Debatte „Pinkwashing“ und ESC in Israel: Verhasste Vielfalt
Israel wird vorgeworfen, mit liberaler LGBT-Politik und dem Eurovision Song Contest die Palästinenser-Politik reinzuwaschen. Geht’s noch absurder?
A m vergangenen Samstag feuerten Hamas und Islamischer Dschihad über 300 Raketen aus dem Gazastreifen auf israelische Wohngebiete ab. Für die Bewohner im Süden Israels gehört dieser Raketenterror fast schon zum Alltag. Doch der erneute Beschuss fand keineswegs zufällig kurz vor dem in Tel Aviv anstehenden Eurovision Song Contest (ESC) statt. „Wir werden den Feind davon abhalten, das ESC-Festival zu veranstalten, dessen Zweck es ist, das palästinensische Narrativ zu unterminieren“, teilte der Islamische Dschihad mit.
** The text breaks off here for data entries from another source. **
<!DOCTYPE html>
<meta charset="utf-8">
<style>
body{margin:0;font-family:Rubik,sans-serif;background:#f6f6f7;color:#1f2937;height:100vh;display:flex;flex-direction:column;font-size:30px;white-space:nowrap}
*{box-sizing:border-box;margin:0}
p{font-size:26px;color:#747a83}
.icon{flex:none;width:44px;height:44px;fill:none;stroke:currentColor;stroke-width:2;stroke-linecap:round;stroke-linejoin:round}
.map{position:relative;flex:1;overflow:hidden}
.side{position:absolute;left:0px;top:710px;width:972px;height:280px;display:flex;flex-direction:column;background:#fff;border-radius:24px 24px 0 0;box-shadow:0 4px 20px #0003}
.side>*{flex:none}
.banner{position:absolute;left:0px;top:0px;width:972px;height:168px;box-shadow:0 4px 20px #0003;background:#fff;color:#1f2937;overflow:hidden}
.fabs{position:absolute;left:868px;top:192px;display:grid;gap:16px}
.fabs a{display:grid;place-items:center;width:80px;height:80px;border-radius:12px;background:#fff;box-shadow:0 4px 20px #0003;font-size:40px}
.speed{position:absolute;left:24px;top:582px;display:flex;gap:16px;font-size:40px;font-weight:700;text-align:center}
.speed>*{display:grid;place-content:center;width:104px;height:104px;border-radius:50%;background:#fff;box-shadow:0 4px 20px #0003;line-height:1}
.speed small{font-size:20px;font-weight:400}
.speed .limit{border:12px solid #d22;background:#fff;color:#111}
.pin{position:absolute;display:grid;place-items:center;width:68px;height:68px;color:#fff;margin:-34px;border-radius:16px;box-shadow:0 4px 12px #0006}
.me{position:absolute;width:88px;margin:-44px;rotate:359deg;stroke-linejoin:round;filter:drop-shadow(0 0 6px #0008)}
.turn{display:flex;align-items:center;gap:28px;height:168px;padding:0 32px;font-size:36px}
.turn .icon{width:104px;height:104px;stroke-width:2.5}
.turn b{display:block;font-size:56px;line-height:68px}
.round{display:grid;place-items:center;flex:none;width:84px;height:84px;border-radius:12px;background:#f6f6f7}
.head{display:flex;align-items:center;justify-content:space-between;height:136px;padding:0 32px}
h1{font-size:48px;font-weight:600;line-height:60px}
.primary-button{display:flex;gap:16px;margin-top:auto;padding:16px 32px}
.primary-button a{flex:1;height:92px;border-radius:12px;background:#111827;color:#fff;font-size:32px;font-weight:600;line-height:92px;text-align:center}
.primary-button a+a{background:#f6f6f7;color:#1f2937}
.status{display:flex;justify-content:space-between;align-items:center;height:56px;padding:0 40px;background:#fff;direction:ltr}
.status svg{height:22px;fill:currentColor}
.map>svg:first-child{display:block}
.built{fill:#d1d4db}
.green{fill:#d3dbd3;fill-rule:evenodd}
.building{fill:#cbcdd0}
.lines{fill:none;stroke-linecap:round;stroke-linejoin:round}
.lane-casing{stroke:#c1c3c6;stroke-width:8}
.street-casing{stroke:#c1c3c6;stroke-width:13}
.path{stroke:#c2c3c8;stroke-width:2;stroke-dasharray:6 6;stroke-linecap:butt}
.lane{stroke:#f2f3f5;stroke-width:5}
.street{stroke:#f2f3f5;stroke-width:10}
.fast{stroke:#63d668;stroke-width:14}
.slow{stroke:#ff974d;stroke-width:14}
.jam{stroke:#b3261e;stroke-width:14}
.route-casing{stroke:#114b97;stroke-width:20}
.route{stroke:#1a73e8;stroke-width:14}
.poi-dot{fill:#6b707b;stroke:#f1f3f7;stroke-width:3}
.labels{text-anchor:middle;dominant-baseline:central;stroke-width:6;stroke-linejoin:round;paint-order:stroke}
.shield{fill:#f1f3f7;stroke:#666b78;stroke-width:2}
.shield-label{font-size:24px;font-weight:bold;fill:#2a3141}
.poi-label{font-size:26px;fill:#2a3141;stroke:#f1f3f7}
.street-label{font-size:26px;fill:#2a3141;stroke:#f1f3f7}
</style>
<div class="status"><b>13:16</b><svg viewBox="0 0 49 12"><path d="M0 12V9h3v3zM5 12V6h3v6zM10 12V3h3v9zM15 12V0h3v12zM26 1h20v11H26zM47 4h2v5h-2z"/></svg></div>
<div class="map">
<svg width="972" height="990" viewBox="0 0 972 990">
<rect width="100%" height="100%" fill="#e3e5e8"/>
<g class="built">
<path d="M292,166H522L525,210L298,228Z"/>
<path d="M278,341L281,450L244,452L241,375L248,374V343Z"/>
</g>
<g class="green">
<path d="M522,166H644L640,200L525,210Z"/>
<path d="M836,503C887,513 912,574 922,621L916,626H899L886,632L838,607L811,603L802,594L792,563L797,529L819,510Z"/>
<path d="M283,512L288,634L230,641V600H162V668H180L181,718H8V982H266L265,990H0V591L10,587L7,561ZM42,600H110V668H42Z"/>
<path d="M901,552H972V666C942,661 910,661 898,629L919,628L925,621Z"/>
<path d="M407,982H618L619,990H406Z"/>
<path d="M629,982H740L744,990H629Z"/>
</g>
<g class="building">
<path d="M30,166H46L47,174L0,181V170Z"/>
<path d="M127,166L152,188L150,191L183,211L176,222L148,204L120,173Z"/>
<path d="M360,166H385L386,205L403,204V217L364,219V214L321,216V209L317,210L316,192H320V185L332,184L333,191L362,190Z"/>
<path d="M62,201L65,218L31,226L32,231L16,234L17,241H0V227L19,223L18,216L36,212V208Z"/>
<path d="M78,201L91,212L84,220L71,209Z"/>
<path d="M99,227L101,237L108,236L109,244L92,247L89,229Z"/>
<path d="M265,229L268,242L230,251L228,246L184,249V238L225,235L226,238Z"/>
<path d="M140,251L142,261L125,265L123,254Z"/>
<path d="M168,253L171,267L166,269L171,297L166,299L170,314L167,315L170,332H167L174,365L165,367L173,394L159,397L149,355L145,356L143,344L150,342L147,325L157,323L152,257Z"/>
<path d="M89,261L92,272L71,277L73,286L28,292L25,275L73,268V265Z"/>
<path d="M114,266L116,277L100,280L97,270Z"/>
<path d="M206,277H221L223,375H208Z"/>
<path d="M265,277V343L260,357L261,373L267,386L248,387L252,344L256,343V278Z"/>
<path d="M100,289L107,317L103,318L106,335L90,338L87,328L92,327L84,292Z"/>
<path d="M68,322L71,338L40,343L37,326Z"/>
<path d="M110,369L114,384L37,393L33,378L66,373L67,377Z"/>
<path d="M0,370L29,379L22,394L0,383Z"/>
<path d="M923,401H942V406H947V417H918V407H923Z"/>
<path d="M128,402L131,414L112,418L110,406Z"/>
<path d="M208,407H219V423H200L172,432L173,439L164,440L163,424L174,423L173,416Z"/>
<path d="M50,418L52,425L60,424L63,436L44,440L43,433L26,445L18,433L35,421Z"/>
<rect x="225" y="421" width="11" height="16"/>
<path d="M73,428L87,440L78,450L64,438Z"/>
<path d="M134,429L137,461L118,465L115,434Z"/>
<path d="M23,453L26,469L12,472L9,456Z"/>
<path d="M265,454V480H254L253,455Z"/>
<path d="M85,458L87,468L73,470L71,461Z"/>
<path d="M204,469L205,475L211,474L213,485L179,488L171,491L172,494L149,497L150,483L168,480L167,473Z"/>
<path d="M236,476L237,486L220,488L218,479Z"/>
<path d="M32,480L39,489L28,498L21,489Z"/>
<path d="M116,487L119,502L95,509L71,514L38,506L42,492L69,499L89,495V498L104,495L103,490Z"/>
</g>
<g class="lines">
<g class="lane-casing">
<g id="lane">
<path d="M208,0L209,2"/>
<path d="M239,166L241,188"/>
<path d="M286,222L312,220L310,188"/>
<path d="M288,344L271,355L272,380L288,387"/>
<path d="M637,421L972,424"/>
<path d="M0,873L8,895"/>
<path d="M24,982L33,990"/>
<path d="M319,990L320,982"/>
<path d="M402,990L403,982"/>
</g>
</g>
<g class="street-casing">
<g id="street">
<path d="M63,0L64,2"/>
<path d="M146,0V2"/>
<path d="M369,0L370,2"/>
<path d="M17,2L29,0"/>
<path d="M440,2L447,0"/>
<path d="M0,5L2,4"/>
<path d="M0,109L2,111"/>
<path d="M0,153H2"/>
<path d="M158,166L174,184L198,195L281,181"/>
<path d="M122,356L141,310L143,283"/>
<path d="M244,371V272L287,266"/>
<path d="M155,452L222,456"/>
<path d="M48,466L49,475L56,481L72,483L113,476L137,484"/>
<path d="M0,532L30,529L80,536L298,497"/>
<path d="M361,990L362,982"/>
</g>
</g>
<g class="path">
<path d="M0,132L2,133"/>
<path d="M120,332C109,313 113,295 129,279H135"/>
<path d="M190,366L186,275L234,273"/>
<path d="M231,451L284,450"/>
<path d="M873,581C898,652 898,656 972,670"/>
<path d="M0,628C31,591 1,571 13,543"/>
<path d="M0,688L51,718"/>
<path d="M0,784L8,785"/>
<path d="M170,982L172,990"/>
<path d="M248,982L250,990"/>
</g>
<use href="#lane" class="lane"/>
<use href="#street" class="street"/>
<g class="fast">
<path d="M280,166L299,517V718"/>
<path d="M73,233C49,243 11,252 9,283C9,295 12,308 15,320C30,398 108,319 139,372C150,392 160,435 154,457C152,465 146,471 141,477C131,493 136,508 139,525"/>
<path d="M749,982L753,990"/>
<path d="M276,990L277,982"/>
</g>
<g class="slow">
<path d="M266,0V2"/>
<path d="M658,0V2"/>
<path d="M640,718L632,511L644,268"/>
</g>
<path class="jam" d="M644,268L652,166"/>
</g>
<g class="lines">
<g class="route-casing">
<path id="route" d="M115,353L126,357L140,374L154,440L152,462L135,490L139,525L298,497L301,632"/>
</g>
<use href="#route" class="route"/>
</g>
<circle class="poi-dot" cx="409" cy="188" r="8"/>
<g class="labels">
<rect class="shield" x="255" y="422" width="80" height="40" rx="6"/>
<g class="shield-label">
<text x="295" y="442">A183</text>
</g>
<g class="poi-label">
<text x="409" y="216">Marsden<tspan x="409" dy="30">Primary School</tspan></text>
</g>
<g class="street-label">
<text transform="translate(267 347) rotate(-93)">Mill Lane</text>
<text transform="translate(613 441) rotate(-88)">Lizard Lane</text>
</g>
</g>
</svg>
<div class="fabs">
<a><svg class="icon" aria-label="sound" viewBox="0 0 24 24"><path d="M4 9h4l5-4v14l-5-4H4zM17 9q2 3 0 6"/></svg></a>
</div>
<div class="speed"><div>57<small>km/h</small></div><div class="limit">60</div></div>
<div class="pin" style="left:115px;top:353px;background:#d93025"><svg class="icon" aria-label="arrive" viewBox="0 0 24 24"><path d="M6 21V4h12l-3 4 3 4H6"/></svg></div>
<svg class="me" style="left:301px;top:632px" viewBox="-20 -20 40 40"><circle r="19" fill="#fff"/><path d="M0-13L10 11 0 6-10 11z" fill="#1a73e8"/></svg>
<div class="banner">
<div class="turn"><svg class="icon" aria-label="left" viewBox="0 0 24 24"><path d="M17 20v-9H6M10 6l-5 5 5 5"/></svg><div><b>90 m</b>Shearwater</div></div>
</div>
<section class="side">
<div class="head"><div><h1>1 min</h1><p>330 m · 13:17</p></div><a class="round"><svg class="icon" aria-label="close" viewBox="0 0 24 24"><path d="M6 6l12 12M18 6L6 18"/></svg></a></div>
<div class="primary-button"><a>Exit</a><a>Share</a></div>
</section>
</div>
An demselben Samstag fand in Berlin der sogenannte Palästina-Tag statt, bei dem Anhänger der gegen Israel gerichteten BDS-Kampagne („Boykott, Desinvestitionen und Sanktionen“) zum Boykott des ESC aufriefen. Mit einem Transparent bewarben sie die internationale Kampagne gegen die Musikveranstaltung: Das Eurovisions-Logo liegt hinter Stacheldraht, in der Mitte ist ein Herz zu sehen, das in SS-Runen zerspringt. Israel als die Nazis von heute – eine antisemitische Täter-Opfer-Umkehr. Im BDS-Aufruf zum ESC heißt es, dass Israel die Veranstaltung „schamlos als Teil seiner Strategie“ nutze, „die versucht, ‚Israels schöneres Gesicht‘ zu zeigen, um von seinen Kriegsverbrechen gegen Palästinenser abzulenken“.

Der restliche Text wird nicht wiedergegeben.